Second, I must congratulate James Lepp on a well-played match. You played great and you deserved to advance. I wish you continued success my friend. I feel honored to have met you and forged the friendship that we have.

Ok, onto what people want to hear, my thoughts on what turned out to be my last show on Big Break Greenbrier. Just like any morning, there were nerves about the upcoming day. Today was no different, but I made sure to focus on what was most important, I was still here and I had a chance to continue this journey. When the time came I reminded myself to play each immunity challenge to the best of my ability and let the chips fall where they may.

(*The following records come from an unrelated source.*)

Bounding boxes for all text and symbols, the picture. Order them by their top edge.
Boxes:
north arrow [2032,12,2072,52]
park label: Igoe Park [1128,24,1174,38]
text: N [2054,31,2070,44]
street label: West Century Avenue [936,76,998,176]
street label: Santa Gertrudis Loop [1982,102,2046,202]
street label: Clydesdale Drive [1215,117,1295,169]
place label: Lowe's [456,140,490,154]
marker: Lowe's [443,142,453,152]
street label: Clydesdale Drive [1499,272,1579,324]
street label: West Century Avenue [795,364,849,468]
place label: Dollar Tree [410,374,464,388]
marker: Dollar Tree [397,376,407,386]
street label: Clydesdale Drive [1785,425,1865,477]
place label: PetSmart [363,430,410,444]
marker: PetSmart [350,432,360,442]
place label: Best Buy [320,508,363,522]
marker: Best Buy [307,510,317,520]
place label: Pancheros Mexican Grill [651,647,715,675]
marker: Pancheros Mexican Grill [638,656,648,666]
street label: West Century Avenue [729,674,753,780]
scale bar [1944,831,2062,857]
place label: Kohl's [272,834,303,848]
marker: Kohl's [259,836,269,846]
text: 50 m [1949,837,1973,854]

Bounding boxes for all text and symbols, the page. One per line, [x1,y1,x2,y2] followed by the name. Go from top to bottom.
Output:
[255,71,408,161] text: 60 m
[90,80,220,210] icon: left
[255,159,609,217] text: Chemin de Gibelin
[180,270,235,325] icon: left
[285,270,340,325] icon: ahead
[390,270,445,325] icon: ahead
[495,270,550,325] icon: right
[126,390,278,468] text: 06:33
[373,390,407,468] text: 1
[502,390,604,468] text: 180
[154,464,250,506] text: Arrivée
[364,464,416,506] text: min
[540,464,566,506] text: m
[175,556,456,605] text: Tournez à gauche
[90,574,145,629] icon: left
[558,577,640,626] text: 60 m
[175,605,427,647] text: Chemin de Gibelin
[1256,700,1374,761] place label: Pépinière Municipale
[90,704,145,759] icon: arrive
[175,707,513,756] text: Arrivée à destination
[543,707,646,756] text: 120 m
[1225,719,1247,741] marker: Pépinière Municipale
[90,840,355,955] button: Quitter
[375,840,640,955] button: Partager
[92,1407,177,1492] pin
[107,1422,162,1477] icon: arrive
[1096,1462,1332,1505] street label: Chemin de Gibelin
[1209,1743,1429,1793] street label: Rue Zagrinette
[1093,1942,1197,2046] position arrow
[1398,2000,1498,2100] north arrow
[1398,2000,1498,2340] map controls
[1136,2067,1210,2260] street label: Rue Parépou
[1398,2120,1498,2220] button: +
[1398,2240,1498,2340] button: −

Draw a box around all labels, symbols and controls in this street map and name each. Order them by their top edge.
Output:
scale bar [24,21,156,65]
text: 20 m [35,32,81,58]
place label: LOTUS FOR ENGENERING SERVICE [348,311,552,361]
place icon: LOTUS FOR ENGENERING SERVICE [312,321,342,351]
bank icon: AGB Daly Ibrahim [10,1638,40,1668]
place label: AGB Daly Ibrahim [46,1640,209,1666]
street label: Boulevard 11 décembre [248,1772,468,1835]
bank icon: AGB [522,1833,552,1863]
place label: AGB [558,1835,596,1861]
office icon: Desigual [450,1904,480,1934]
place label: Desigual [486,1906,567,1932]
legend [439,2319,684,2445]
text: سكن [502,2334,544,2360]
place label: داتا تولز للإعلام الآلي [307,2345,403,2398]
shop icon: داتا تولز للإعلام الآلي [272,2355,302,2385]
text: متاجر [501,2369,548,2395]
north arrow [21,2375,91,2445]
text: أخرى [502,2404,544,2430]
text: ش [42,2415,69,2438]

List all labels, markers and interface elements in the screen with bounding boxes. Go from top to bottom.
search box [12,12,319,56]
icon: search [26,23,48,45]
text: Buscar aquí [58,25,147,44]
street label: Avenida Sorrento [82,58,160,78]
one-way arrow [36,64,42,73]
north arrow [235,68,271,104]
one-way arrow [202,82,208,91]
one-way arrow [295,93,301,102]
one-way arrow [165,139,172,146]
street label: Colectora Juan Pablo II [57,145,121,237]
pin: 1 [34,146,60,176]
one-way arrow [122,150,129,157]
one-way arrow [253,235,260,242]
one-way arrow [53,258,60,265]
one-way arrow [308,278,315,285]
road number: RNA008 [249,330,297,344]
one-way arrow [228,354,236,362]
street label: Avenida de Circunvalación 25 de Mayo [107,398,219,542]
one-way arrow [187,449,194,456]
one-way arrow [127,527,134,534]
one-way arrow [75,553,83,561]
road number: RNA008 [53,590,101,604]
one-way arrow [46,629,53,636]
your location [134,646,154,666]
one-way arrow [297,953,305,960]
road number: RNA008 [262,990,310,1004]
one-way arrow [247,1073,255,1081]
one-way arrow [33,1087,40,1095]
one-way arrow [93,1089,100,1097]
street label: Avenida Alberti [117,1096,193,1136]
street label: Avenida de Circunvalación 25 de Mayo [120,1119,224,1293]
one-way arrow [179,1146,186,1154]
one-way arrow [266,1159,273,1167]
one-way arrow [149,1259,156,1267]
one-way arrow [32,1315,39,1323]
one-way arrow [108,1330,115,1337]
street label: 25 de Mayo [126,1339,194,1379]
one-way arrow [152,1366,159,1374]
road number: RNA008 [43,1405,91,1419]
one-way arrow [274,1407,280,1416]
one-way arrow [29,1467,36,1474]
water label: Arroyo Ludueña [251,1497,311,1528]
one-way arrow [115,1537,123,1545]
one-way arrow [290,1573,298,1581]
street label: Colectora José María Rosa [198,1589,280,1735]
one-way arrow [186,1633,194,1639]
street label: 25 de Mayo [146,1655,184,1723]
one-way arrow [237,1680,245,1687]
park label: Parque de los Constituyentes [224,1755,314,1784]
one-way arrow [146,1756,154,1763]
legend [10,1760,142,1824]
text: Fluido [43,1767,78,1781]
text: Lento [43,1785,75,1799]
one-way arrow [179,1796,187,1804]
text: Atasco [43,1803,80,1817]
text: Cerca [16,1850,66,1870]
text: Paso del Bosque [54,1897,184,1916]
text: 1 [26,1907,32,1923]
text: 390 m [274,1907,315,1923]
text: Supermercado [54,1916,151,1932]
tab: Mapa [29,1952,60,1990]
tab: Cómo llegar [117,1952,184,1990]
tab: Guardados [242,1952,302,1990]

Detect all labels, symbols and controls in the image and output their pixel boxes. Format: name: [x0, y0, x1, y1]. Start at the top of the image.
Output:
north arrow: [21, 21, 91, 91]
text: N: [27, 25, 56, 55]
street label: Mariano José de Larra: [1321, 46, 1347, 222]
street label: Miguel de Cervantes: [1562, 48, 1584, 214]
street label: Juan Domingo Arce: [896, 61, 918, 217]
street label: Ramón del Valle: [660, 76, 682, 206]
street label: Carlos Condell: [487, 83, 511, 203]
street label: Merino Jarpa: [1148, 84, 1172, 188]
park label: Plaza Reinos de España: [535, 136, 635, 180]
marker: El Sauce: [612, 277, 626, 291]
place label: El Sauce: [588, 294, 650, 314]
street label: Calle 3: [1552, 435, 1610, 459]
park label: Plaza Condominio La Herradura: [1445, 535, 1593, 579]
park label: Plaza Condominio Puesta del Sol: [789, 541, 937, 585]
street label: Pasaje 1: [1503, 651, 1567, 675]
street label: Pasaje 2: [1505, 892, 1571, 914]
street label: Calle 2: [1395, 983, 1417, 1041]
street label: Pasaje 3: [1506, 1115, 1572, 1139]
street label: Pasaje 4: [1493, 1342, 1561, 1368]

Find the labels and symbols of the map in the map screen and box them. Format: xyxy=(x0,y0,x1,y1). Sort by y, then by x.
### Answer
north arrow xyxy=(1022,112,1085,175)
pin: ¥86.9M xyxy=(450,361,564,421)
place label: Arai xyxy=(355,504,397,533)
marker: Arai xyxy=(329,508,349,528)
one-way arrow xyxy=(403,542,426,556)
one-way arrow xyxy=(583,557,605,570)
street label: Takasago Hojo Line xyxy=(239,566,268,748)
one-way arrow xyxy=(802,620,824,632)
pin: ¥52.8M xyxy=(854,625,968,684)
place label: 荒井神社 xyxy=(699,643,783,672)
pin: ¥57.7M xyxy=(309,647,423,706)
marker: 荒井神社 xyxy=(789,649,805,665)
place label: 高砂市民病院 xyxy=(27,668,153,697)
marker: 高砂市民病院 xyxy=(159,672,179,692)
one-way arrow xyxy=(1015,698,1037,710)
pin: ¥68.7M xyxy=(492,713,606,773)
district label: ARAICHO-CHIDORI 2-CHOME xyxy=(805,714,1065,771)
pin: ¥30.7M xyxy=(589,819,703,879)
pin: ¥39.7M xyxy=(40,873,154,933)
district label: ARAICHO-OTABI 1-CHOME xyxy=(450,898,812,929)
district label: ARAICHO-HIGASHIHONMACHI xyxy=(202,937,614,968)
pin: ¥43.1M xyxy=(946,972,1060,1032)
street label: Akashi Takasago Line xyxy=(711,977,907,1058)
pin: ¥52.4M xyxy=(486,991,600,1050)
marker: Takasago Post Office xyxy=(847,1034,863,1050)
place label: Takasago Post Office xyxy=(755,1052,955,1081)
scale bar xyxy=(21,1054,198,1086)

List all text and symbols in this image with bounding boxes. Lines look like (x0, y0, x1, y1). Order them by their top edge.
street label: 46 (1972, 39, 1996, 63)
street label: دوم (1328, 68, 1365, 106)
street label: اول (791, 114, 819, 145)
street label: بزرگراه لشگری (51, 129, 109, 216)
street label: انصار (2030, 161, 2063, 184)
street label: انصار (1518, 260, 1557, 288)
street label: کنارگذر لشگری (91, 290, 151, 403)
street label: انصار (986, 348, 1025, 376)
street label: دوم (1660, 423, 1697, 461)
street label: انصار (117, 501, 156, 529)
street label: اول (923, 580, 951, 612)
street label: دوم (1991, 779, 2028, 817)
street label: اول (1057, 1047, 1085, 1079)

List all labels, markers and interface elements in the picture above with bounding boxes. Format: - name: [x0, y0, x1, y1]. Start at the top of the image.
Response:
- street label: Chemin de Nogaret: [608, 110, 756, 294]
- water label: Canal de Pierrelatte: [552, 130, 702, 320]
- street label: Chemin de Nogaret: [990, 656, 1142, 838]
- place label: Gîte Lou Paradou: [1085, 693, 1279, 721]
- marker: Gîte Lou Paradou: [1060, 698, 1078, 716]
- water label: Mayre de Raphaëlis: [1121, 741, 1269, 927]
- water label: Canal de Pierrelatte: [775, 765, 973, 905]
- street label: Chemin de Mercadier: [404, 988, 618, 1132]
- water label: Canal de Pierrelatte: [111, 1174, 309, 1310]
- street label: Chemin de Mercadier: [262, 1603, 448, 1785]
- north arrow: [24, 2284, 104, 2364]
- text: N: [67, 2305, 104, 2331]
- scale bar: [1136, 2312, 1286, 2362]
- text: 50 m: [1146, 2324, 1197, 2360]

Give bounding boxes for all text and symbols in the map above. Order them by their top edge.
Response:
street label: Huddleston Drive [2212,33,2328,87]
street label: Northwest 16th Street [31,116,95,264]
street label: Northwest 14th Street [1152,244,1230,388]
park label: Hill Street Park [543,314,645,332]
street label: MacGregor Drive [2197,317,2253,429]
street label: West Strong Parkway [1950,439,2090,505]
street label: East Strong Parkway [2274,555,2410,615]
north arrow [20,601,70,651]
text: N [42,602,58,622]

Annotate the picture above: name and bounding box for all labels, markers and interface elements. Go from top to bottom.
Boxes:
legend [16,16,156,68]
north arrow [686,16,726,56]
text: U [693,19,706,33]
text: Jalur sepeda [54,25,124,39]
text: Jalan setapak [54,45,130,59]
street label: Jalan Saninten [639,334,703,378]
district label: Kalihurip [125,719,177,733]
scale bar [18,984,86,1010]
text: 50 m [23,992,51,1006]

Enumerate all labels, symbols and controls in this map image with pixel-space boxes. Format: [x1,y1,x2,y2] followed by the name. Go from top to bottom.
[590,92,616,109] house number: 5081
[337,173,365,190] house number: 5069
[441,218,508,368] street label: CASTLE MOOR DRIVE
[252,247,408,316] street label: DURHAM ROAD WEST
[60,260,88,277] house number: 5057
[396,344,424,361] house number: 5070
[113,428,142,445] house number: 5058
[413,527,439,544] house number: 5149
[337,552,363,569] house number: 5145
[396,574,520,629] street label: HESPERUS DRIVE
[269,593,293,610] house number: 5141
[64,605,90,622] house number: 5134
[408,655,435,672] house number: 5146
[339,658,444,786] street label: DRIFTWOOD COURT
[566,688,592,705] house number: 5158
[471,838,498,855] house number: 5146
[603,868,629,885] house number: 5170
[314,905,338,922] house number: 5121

The first immunity challenge brought memories of playing basketball horse as a kid with the Bendel boys, just this one was called ‘Break’ for obvious reasons. I liked how the challenge was going to play out. Best shot would not be awarded a letter and that same player could assign a letter. I wasn't too thrilled about that part because it was like calling out other players, which wasn't what I thought the challenge should be about. Maybe the worst shot should have just been awarded an extra letter, but you know Big Break. It was already a tough enough challenge considering you had no idea where players would pick shots. Most immunity challenges are spelled out, this one was anything but.

When Mark picked the bunker shot with the first shot, I was happy because I would consider myself a very good bunker player. Turns out that my feelings were correct and I won location one, but that's where the fun ended. I picked James for no rhyme or reason to assign a letter to. I was second to choose a location and looking at this hole, there were so many fun locations. I chose a 'trouble' semi-blind shot over a huge mound. I thought it would make guys think more than just execute the shot. I was pretty happy about my shot and thought it really had a great chance to stand up. Wrong! James won and there was no surprise who would get the extra letter. Touché. This is where the challenge, in my opinion, got very bland. The third location was played from around the 130-yard area. I wasn't thrilled with this number because it's a 'tweener' for me. I wasn't carrying a gap wedge so it was either a very hard sand wedge or taking a little off a pitching wedge.  The sand wedge was the right play, but it brought so many variables into play for me.  The main variable was I had to hit it very hard and perfect to carry that distance. Going to pitching wedge was tough because, although it was plenty of club, there would be very little spin.  With already very firm greens, getting close was going to be pretty tough. This shot didn't turn out well for me in the standings.  I was really disappointed because there was the opportunity to use so much imagination here. Regardless of how it turned out for me, I was eventually eliminated when Isaac gave me my last letter, but afterwards he paid me a great compliment. He simply said, 'I gave you the last letter because you're probably the best wedge player.'  Thanks Squatch.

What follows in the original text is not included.